Aim of the task: The answer must be an exact copy of the lines from the top of the listing below through the line with "margin:0; font-family:Vollkorn,serif; background:#20242c;", with no pictures.

Data provided:
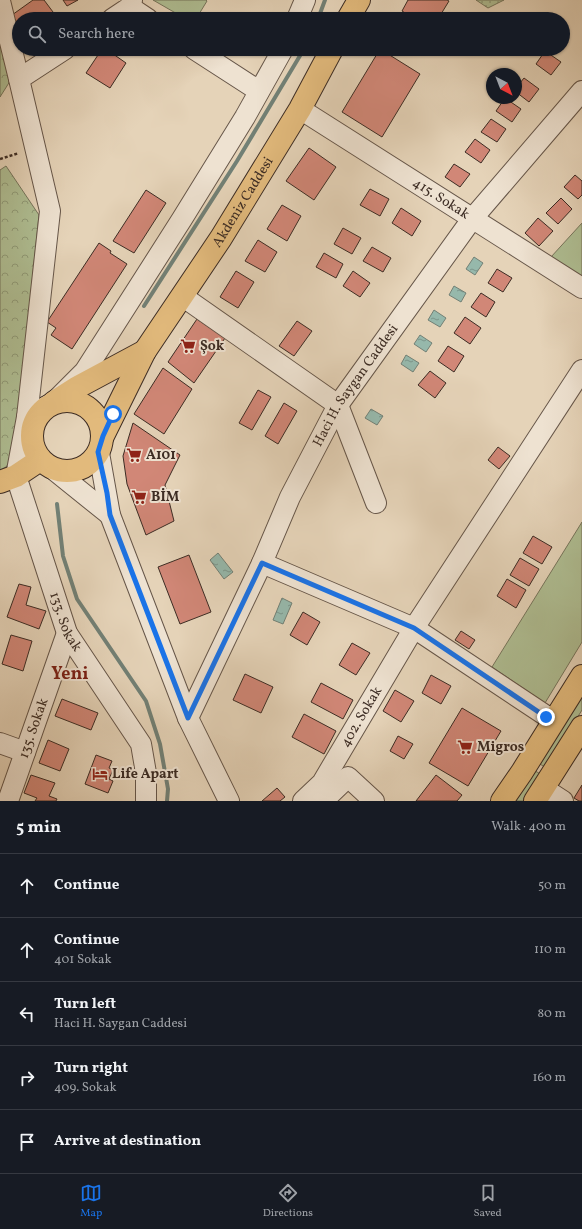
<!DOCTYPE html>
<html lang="en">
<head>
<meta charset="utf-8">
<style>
  body { margin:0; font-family:Vollkorn,serif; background:#20242c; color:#f1f3f6 }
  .compass { position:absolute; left:486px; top:68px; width:36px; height:36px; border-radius:50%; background:#171b24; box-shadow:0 1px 3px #0004; rotate:138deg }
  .stop { position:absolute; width:12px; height:12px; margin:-9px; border:3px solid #1a73e8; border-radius:50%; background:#fff }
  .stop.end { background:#1a73e8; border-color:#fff; box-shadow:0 1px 4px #0008 }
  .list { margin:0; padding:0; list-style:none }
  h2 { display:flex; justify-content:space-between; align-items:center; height:52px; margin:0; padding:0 16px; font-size:17px }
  h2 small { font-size:13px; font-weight:400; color:#9ea1a6 }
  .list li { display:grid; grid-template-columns:26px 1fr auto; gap:12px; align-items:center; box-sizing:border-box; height:64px; padding:0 16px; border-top:1px solid #363941 }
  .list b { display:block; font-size:15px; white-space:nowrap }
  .list p { margin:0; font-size:13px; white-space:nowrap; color:#9ea1a6 }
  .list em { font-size:13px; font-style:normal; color:#9ea1a6 }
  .icon { flex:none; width:22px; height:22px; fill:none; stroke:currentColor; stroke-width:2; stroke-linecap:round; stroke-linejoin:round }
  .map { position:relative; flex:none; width:582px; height:801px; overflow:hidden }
  .search { position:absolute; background:#171b24; box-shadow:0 1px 3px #0004; left:12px; right:12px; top:12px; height:44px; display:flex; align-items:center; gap:10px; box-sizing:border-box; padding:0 14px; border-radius:22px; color:#9ea1a6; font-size:15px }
  .sheet { height:372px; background:#171b24 }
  nav { display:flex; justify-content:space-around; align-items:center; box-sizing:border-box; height:56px; border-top:1px solid #363941; background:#171b24; font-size:11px; color:#9ea1a6 }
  nav a { display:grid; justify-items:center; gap:2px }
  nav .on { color:#1a73e8 }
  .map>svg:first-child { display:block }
  .grass { fill:#afbe93; stroke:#76755c }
  .forest { fill:url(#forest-crowns); stroke:#76755c }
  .garden { fill:url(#garden-dots); stroke:#76755c }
  .water { fill:url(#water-ripples); stroke:#728075 }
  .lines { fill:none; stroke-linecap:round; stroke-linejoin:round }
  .stream { stroke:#728075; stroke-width:4 }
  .building { fill:#d18777; stroke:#3c2c24 }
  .minor-casing { stroke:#665649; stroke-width:22 }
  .major-casing { stroke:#3c2c24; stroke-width:24 }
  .path { stroke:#3c2c24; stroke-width:2.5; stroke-dasharray:3 2; stroke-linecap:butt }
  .minor { stroke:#eee2d1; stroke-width:20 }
  .major { stroke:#e2ba7c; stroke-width:22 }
  .route { stroke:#1a73e8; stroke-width:5 }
  .labels { text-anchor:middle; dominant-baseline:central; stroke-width:4; stroke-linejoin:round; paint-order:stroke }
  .street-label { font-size:14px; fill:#3c2c24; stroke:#eee2d1 }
  .poi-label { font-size:14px; font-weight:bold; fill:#3c2c24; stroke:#eee2d1; text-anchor:start }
  .district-label { font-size:18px; font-weight:bold; fill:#7a1f14; stroke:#eee2d1 }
</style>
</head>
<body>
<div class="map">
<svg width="582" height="801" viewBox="0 0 582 801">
  <defs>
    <pattern id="forest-crowns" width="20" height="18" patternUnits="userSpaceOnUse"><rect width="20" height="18" fill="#afbe93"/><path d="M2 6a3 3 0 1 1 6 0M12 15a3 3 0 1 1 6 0" fill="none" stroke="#909b78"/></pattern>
    <pattern id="garden-dots" width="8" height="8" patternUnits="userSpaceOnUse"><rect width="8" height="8" fill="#afbe93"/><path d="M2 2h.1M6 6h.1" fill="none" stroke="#909b78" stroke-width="1.8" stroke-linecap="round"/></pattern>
    <pattern id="water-ripples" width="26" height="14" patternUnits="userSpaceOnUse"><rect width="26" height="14" fill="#96b8ab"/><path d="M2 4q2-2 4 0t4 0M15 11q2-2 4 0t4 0" fill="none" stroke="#7c968b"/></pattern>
  </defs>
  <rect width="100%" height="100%" fill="#e5d3b8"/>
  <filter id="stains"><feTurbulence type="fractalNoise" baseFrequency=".005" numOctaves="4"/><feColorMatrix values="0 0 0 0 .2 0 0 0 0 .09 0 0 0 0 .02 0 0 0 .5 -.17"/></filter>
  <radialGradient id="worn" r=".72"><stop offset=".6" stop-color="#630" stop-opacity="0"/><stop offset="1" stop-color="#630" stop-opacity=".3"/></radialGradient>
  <!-- grass -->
  <path class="grass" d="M153 0H206L207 1 196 19H186Z
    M582 223V277L551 257Z
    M582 522V642L545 703 492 667Z
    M582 691V710L546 768 537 762Z
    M532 769 542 775 525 801H510Z"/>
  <!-- forest -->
  <path class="forest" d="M0 32 12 78 0 97Z
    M6 166 39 215 14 456 6 467 0 470V170Z"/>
  <!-- garden -->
  <path class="garden" d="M476 0H504L488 8Z"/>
  <!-- water -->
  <path class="water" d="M474 257 483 263 475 275 466 269Z
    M454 286 466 293 461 302 449 295Z
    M434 310 446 318 440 327 428 320Z
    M420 335 432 343 426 352 414 344Z
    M406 355 419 363 413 372 401 364Z
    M371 409 383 416 377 425 365 418Z
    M218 553 233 572 224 579 210 560Z
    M282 598 292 603 283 624 273 620Z"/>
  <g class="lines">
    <!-- stream -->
    <path class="stream" d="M318 19 325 0
      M144 306 237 161 304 49
      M57 504 63 556 77 599 146 701 160 744 168 789 167 801"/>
  </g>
  <!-- building -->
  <path class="building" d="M33 0H44L56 16 52 19H19V25L12 15Z
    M63 0H78L67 6Z
    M408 0H447L449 1 438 19H415L402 11Z
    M102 49H106L126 63 110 88 86 73Z
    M380 49 420 74 382 137 342 112Z
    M545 51 561 62 551 75 536 64Z
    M524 78 539 89 529 102 516 92V88Z
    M505 98 521 109 512 122 496 111Z
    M491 119 506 129 497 142 481 132Z
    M475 139 490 150 481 163 465 152Z
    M309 148 336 167 314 200 286 181Z
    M454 164 470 174 460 187 445 177Z
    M575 175 582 181V195L578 199 564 187Z
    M370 189 389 199 380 216 360 205Z
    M146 190 166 203 134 253 113 241Z
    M561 198 572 209 558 224 546 213Z
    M282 205 301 216 287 241 267 229Z
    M401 208 421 221 412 236 392 223Z
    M538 218 553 231 539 246 525 233Z
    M343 228 361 238 352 254 334 244Z
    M258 240 277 252 265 272 245 261Z
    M99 243 111 251 110 253 127 264 72 349 51 335 56 328 47 322Z
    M372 247 391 258 383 272 363 261Z
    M324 253 343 264 336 278 316 267Z
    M497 269 512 278 503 292 488 283Z
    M236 271 254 282 238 308 220 297Z
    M353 271 370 283 360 297 343 286Z
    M481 293 495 302 486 317 471 307Z
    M465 317 481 328 470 344 454 333Z
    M197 319 225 338 194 383 168 362Z
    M297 321 312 331 294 356 279 346Z
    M448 346 464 356 454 372 438 361Z
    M163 368 192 389 164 434 134 414Z
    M430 371 446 383 435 398 418 385Z
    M258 390 271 397 252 430 239 423Z
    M284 403 297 411 278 444 265 436Z
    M133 423 180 455 165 485 174 521 146 535 127 484 123 456Z
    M498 447 510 456 499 469 488 460Z
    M533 536 552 547 542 564 523 553Z
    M189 555 211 612 180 624 158 567Z
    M520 558 539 569 529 586 510 575Z
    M507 579 526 590 516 608 497 596Z
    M19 584 31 587 26 605 46 611 39 629 7 617Z
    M303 612 320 622 307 645 290 635Z
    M461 631 475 640 469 649 455 640Z
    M11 635 32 641 23 671 2 664Z
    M352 643 370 653 356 675 339 665Z
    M245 674 273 687 261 713 233 700Z
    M431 675 451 686 441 704 422 693Z
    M321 683 353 700 343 719 311 702Z
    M395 690 414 701 401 722 383 711Z
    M62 699 98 713 91 730 55 716Z
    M462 708 501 731 468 786 429 763Z
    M304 714 336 731 324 754 292 737Z
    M398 736 413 744 404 759 390 751Z
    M48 740 69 749 60 771 39 763Z
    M96 755 112 761 109 768 113 770 109 779 113 781 108 793 85 784Z
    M31 775 55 783 49 796 57 799 56 801H35L37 798 24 793Z
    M436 775 462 795 457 801H416Z
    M582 785V801H579L574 798Z
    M277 788 285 797 280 801H262Z"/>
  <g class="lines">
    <!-- minor casing -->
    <g class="minor-casing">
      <g id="minor">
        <path d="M0 1 19 79"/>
        <path d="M130 7 148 19"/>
        <path d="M112 19 130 7 132 0"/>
        <path d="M297 19 305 0"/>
        <path id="s1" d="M65 49 19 79 50 211 27 417 16 476 67 633 141 744 146 773V801"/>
        <path d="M194 49 259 91"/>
        <path id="s2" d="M300 109 582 288"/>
        <path d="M182 296 338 405 376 503"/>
        <path d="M27 417 54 402 85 371 182 219 245 117 283 49"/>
        <path d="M99 453 110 515 188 718 229 801"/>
        <path d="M54 470 110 515"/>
        <path d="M262 563 414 628 554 721"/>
        <path id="s3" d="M188 718 262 563 290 497 338 405 472 219 582 91"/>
        <path d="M0 743 25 752"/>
        <path d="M543 788 563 801"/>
        <path id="s4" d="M8 801 67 633"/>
        <path id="s5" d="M303 801 322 783 414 628 582 370"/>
        <path d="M323 801 348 777 374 801"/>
      </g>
    </g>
    <!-- major casing -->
    <g class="major-casing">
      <g id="major">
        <path d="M348 19 359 0"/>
        <circle cx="67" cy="436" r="35"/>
        <path d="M54 402 76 388 145 351"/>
        <path id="s6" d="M103 436 145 351 221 238 300 109 332 49"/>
        <path d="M0 482 16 476 40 460"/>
        <path d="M502 801 522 772 582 676"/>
        <path d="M535 801 582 727"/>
      </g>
    </g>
    <!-- path -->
    <path class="path" d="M0 159 19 153"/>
    <!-- minor -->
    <use href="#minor" class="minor"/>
    <!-- major -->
    <use href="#major" class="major"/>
  </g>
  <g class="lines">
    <!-- route -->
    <path class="route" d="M113 414 103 436 98 452 107 493 110 515 188 718 262 563 414 628 546 717"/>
  </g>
  <!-- icons -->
  <defs>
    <g id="supermarket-bare" transform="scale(1.2)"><path d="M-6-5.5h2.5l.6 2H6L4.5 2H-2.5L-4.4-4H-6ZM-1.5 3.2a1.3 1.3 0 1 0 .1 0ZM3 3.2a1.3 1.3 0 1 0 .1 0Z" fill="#8f2418" stroke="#eee2d1" stroke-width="2.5" paint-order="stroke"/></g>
    <g id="hotel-bare" transform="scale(1.2)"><path d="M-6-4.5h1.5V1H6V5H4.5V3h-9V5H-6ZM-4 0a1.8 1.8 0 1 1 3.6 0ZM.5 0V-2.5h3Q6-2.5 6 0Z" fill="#8f2418" stroke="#eee2d1" stroke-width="2.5" paint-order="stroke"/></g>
  </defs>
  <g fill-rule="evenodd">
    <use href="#supermarket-bare" x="188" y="346"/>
    <use href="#supermarket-bare" x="134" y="455"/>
    <use href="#supermarket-bare" x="139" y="497"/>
    <use href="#supermarket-bare" x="465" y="747"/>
    <use href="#hotel-bare" x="100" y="774"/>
  </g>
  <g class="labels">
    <!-- street labels -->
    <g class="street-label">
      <text stroke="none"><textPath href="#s2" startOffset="167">415. Sokak</textPath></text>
      <text stroke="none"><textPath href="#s6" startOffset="273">Akdeniz Caddesi</textPath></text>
      <text stroke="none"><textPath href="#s3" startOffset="373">Haci H. Saygan Caddesi</textPath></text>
      <text stroke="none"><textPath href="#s1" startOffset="612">133. Sokak</textPath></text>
      <text stroke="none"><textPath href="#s5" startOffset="103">402. Sokak</textPath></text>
      <text stroke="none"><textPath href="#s4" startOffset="77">135. Sokak</textPath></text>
    </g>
    <!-- poi labels -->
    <g class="poi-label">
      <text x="200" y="346">Şok</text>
      <text x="146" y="455">A101</text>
      <text x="151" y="497">BİM</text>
      <text x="477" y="747">Migros</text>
      <text x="112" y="774">Life Apart</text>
    </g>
    <!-- district labels -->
    <g class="district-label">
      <text x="70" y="674">Yeni</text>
    </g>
  </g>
  <rect width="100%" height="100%" filter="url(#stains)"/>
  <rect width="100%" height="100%" fill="url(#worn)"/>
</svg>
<svg class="compass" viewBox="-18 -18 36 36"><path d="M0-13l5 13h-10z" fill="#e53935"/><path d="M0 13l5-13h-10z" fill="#9ea1a6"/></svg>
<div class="stop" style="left:113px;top:414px"></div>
<div class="stop end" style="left:546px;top:717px"></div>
<div class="search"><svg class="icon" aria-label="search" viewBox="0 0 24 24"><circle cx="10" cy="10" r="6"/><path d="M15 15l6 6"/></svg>Search here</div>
</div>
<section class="sheet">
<h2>5 min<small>Walk · 400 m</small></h2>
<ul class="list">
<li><svg class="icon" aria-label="ahead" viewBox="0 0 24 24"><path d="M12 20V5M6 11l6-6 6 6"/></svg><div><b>Continue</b></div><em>50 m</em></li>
<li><svg class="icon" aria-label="ahead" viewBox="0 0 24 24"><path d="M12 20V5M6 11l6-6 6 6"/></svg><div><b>Continue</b><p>401 Sokak</p></div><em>110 m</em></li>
<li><svg class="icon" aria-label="left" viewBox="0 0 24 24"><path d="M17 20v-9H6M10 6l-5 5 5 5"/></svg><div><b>Turn left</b><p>Haci H. Saygan Caddesi</p></div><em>80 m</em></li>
<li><svg class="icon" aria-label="right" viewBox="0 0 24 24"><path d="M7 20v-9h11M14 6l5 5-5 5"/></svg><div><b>Turn right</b><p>409. Sokak</p></div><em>160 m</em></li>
<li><svg class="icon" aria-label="arrive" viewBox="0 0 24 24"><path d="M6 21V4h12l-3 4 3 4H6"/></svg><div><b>Arrive at destination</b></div></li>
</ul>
</section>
<nav>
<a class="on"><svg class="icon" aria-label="map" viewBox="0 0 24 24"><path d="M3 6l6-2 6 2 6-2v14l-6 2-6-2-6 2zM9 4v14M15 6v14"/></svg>Map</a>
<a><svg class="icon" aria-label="directions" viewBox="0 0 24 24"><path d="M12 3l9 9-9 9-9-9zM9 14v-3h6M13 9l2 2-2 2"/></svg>Directions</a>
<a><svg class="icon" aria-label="saved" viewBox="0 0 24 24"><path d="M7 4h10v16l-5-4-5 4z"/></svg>Saved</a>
</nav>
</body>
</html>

Response to the task:
<!DOCTYPE html>
<html lang="en">
<head>
<meta charset="utf-8">
<style>
  body { margin:0; font-family:Vollkorn,serif; background:#20242c; color:#f1f3f6 }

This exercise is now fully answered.